SYFON KŁODNICY / UNIKALNA BUDOWLA HYDROTECHNICZNA

SYFON KŁODNICY - EWENEMENT NA  ŚWIATOWĄ SKALĘ


Pozwolę sobie na początek powtórzyć to co napisałem już w opisie obiektu na Googlemaps.

"Może pozornie nie wygląda jakoś spektakularnie, ot pod Kanałem Gliwickim przepływa sobie rzeka Kłodnica...Jednak z punktu widzenia inżynierii to prawdziwy majstersztyk, a także dość wyjątkowe rozwiązanie. Skrzyżowanie bezkolizyjne dróg nikogo nie dziwi, ale dróg wodnych? A to już zupełnie co innego...warto zobaczyć na żywo. Ale dlaczego w ogóle powstał ten syfon? Przecież poprzedni kanał - Kłodnicki - wił się lateralnie czyli wzdłuż biegu rzeki i nie wymagał takich udziwnień. Otóż podczas budowy nowego kanału powrócono do dawnej idei połączenia Odry z Dunajem, zatem bieg kanału nieco wygięto i rozwidlono na wysokości Nowej Wsi....kawałek za śluzą odnoga kieruje się do dzisiejszych Azot. Odcinek ten kończy się w zakładowym porcie i został zrealizowany już po II wojnie, ale pierwotnie miał właśnie złączyć się z Dunajem, a zatem utworzyć żeglugę od morza do morza...Idea ta wciąż jest żywa, ale koszta, polityka i brak porozumień jak na razie blokują inwestycje...Może kiedyś nasze wnuki?"

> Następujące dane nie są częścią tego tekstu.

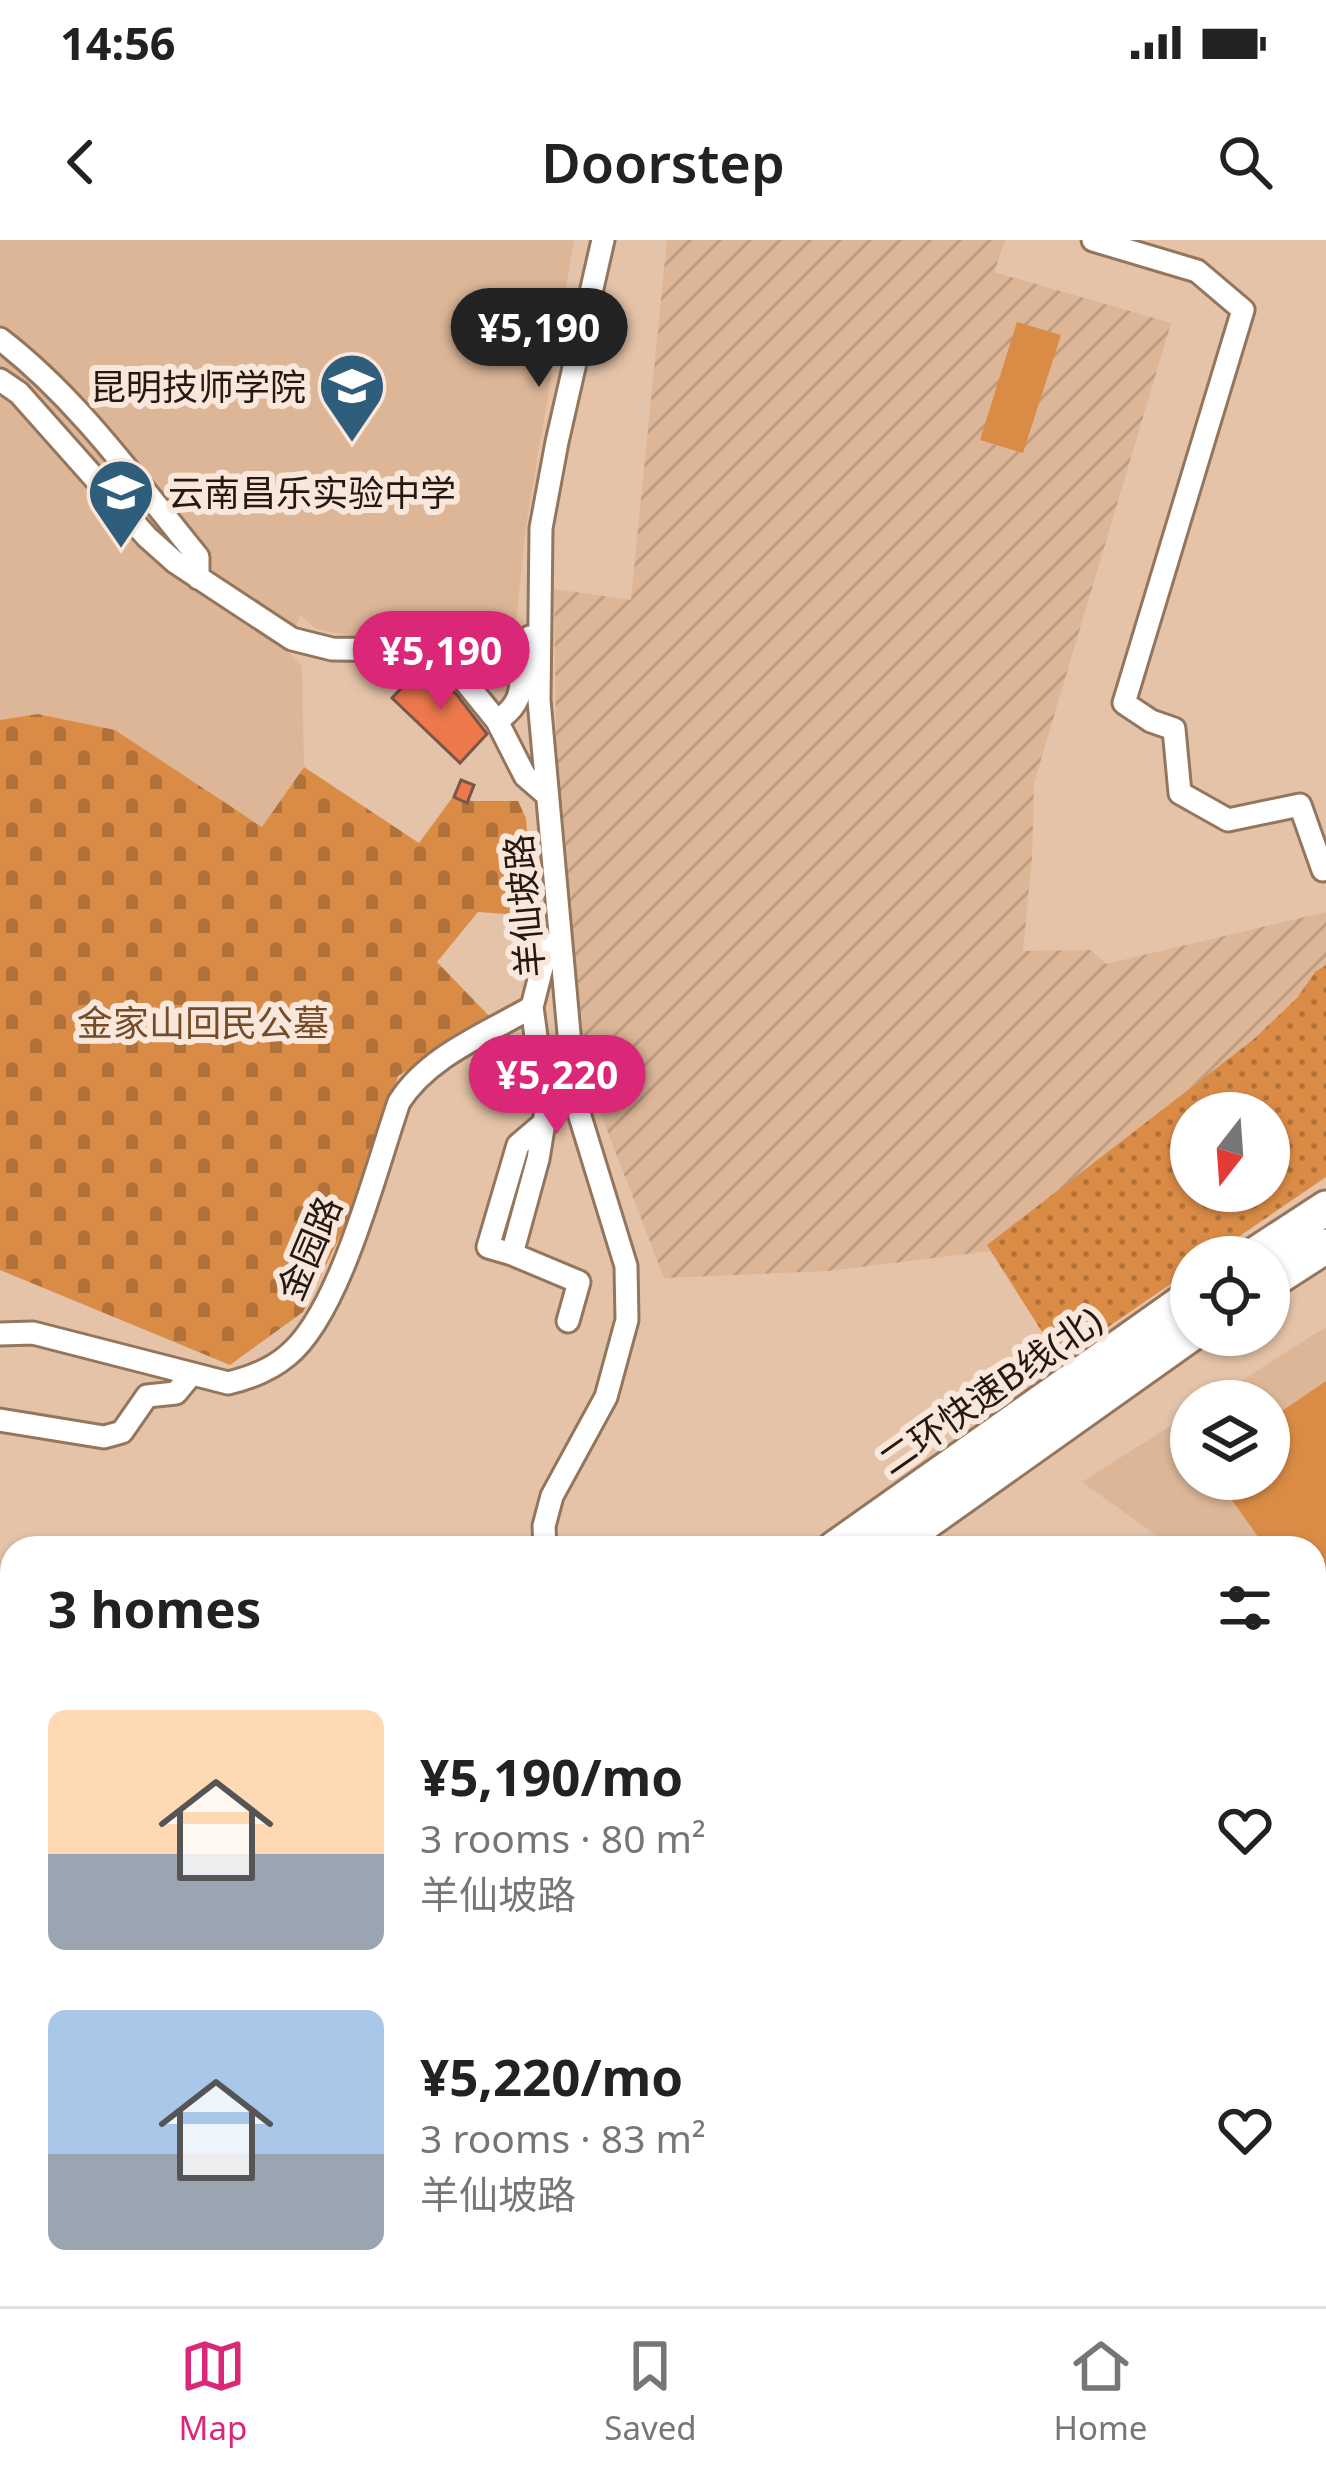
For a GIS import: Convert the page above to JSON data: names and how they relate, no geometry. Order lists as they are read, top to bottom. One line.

Tu chciałbym też dodać, że syfon w ostatnim czasie przeszedł dość gruntowny remont.
Jak zwykle zamieszczam zdjęcia pochodzące z archiwum zatem i starsze i nowsze wcielenie obiektu, znajdą się też jakieś mini filmiki też już o zabarwieniu historycznym...Ale akurat tutaj zmiany jakie się dokonały są raczej na plus...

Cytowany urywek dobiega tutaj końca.